I actually say in the description ' You can make your own fleece liners from 100% polyester fleece available from all good fabric shops'

We also give one away free with each nappy trial kit. It's widely publicised for us from time to time on forums that you can ask us for one to use as a template (which we happily send) so you can cut your own.
Yet they are a top seller. I am not complaining.

I think your boxes would look great with a big set of stick on dog or shark teeth around the opening like jaws.....whole new range of customisable stickers....or maybe a photo competition amongst box owners for best customising effect of the month....

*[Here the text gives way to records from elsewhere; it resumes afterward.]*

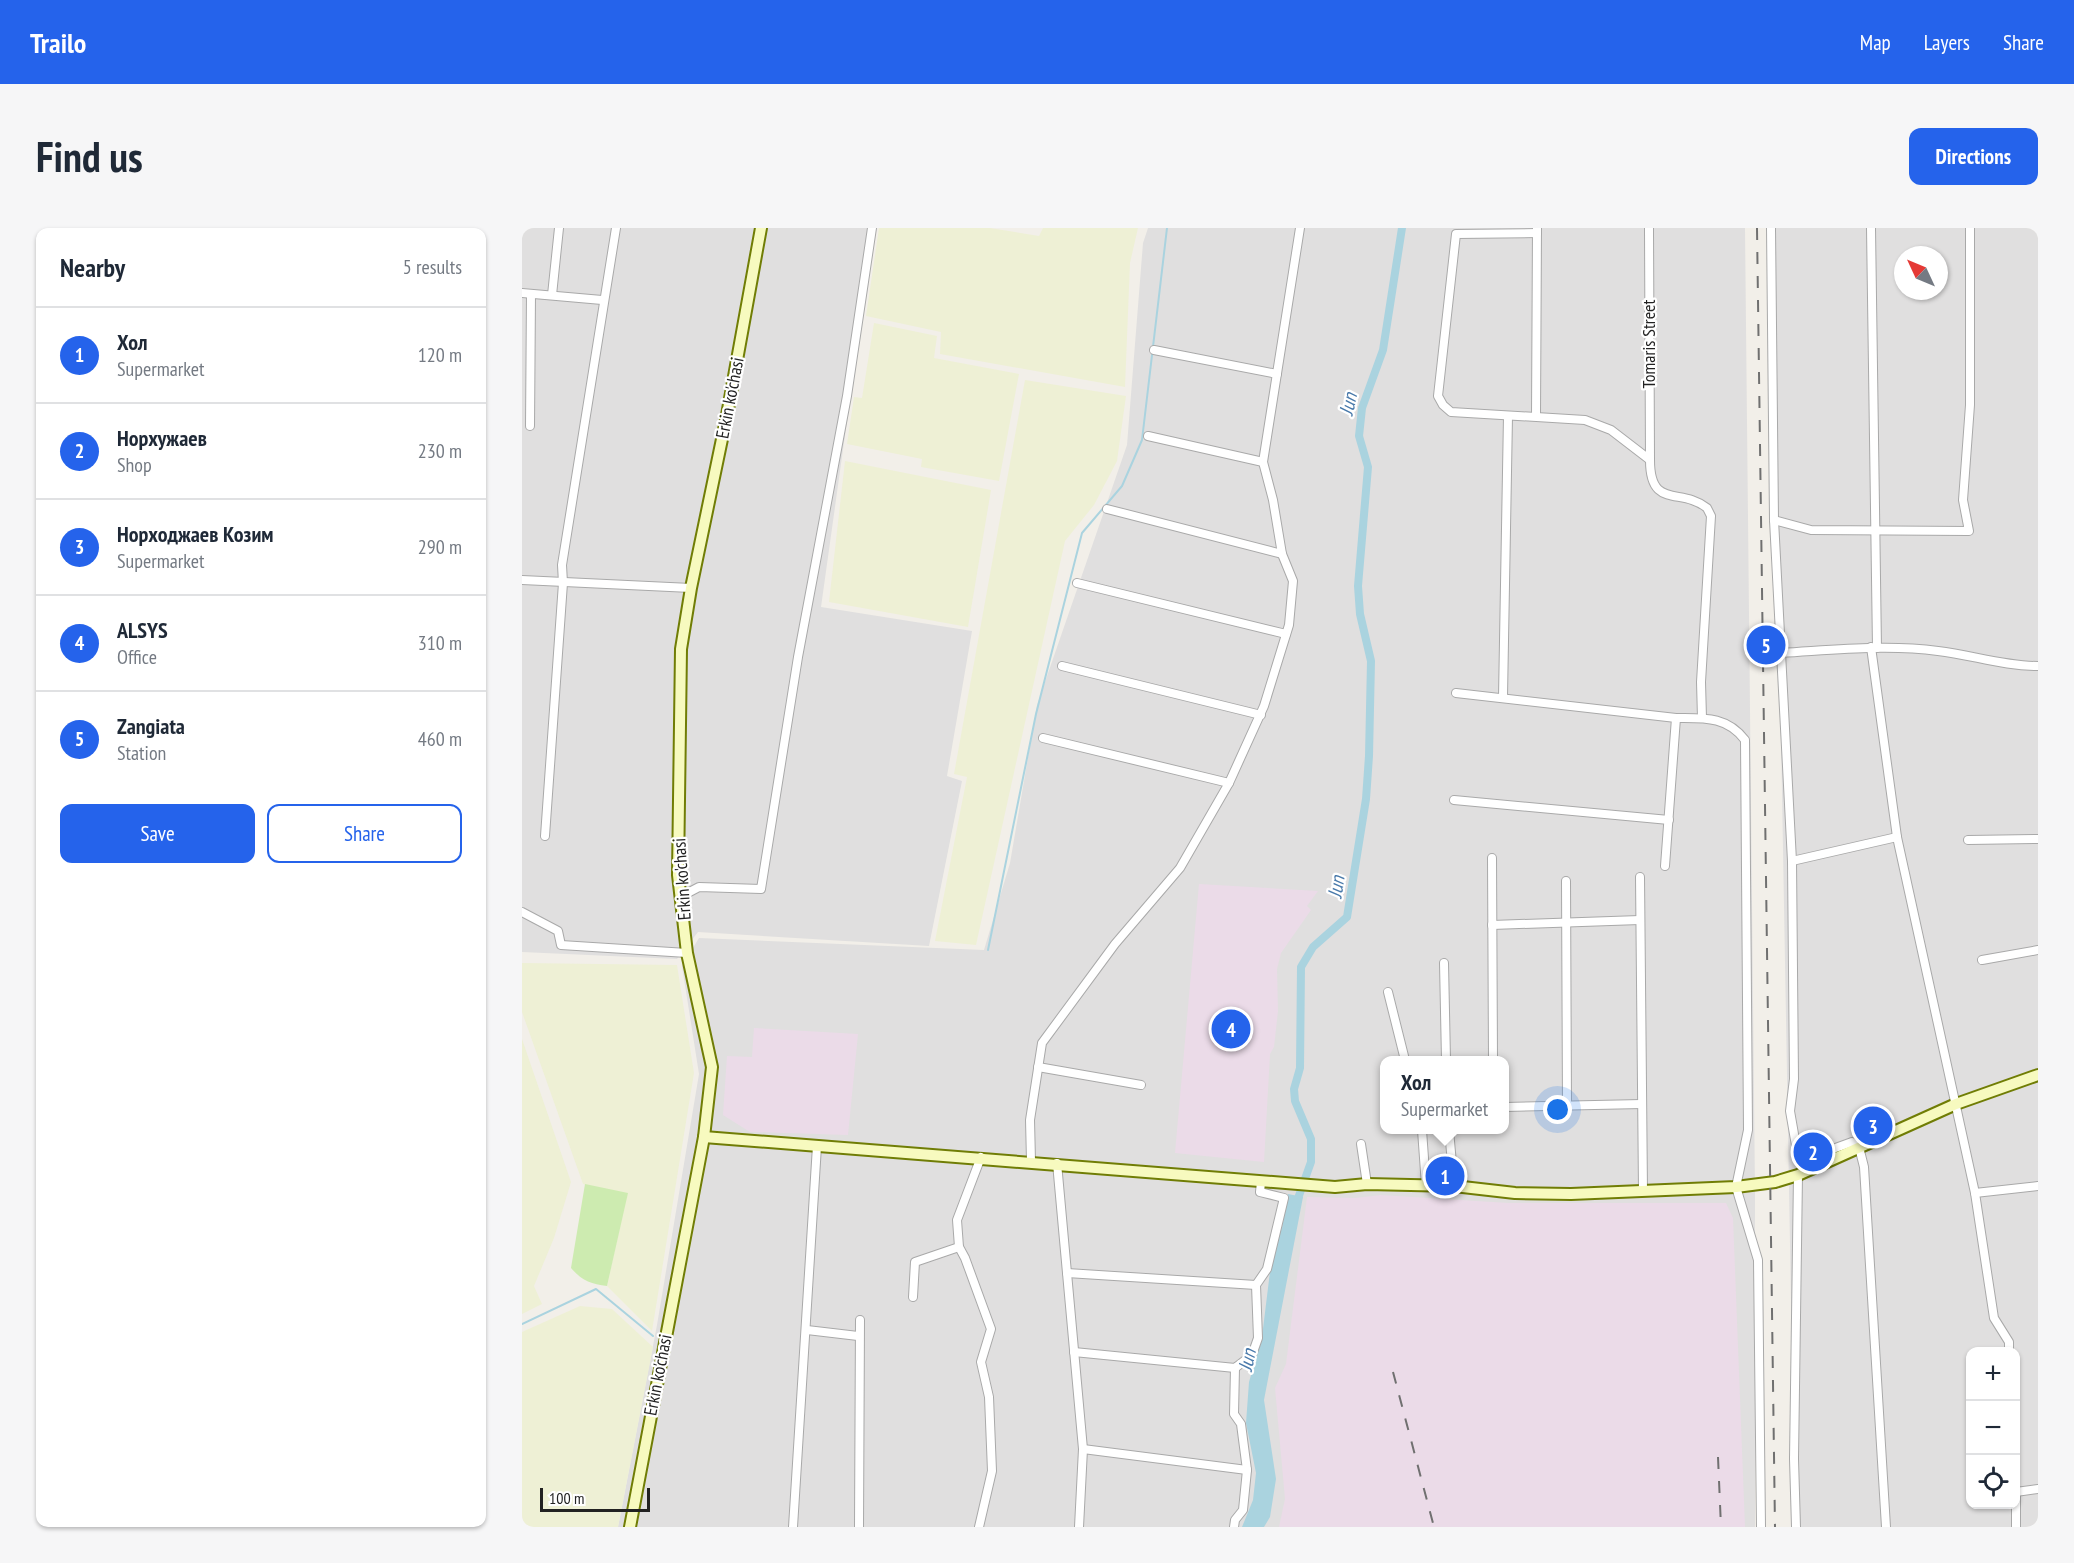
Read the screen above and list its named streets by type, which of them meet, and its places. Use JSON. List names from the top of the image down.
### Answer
{
  "streets": {
    "main road": ["Erkin ko'chasi"],
    "street": ["Tomaris Street"]
  },
  "water": ["Jun"],
  "scale_bar": "100 m",
  "north": "top left",
  "page": {
    "header": "Trailo",
    "nav": ["Map", "Layers", "Share"],
    "buttons": [
      "Directions",
      ["Save", "Share"]
    ],
    "title": "Find us",
    "heading": ["Nearby", "5 results"],
    "list": [
      {
        "mark": "1",
        "name": "Хол",
        "note": "Supermarket",
        "value": "120 m"
      },
      {
        "mark": "2",
        "name": "Норхужаев",
        "note": "Shop",
        "value": "230 m"
      },
      {
        "mark": "3",
        "name": "Норходжаев Козим",
        "note": "Supermarket",
        "value": "290 m"
      },
      {
        "mark": "4",
        "name": "ALSYS",
        "note": "Office",
        "value": "310 m"
      },
      {
        "mark": "5",
        "name": "Zangiata",
        "note": "Station",
        "value": "460 m"
      }
    ],
    "pins": [
      "5",
      "4",
      "3",
      "2",
      "1"
    ],
    "popup": ["Хол", "Supermarket"],
    "map_buttons": ["+", "−"],
    "scale": "100 m"
  }
}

For a spot of PR I'd do a survey amongst posties (or see if you can find the info anywhere) about the difficulties of delivering eg posties find x out of 10 householders are out when they have a parcel to deliver that is too big for the letterbox, and jump on the bandwagon of the current publicity re closing local post offices since one option homeowners can do if a card has been left is arrange to collect it from the local PO. Then write a press release and send it out to any publication you might find relevant, but tailored to the recipient eg focus on your being a local company to your local papers, focus on busy executives being at work for deliveries and not wanting to or got the time to queue at the sorting office on a Saturday for business-y papers and magazines, focus on mums ordering online/using ebay but are often out at toddler groups duing the day and don't want to trek to the sorting office to get their mail for the baby/parenting magazines.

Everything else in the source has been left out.